Electronic – Mosfet Depletion Region

mosfetsemiconductors

I'm reading about Semiconductor Physics (Semiconductor – Physics and Technology), and I'm confused on one part of MOSFETs.

I understand the PN junction (FINALLY!) and all the basic level stuff. But I'm not sure I understand how a channel is formed between the two n+ regions. This image is pulled directly from the book.

I have drawn what I would consider to be "depletion" regions at thermal equilibrium (I'm guessing they'd look something like that).

With a positive voltage (forward bias) this region would shrink obviously….but the two n+ are still not connected.
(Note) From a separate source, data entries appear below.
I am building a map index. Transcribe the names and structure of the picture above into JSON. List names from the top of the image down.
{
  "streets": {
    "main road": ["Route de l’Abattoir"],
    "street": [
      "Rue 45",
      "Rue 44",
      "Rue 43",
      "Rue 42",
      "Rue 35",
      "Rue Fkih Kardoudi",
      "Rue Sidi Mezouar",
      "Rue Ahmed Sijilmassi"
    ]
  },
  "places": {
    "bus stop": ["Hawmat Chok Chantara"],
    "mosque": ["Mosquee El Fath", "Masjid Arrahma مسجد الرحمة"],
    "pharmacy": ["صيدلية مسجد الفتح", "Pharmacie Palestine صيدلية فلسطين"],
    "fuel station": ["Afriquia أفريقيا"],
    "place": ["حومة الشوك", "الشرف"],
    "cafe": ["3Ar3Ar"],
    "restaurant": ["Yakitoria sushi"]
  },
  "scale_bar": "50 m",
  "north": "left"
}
What exactly forms a channel between them?

edit: Also Side question…..in a MOSFET such as the one below….does where you connect the circuit (source or drain) actually matter. IE Could you put the drain on ground or source on ground and vice versa and it'd still work the same? (Since from the picture I don't see any differences?)

enter image description here

Best Answer

To answer your last question first. THe source is defined by what terminal you connect your bulk connection. So no, there is no difference in the S/D until that connection is made. However, different process technologies impose different connections. In a typical CMOS (now-a -days) the substrate is using <100> P-type. Which means that the bulk is always connected to ground for NMOS (NMOS transistors are built in P-type wells). The PMOS, (built in N-Wells) can have a "floating" bulk connection because the N-Well to P-substrate will be reverse biased. For a PWell in P-sub connection (NMOS) you can see there is a direct connection.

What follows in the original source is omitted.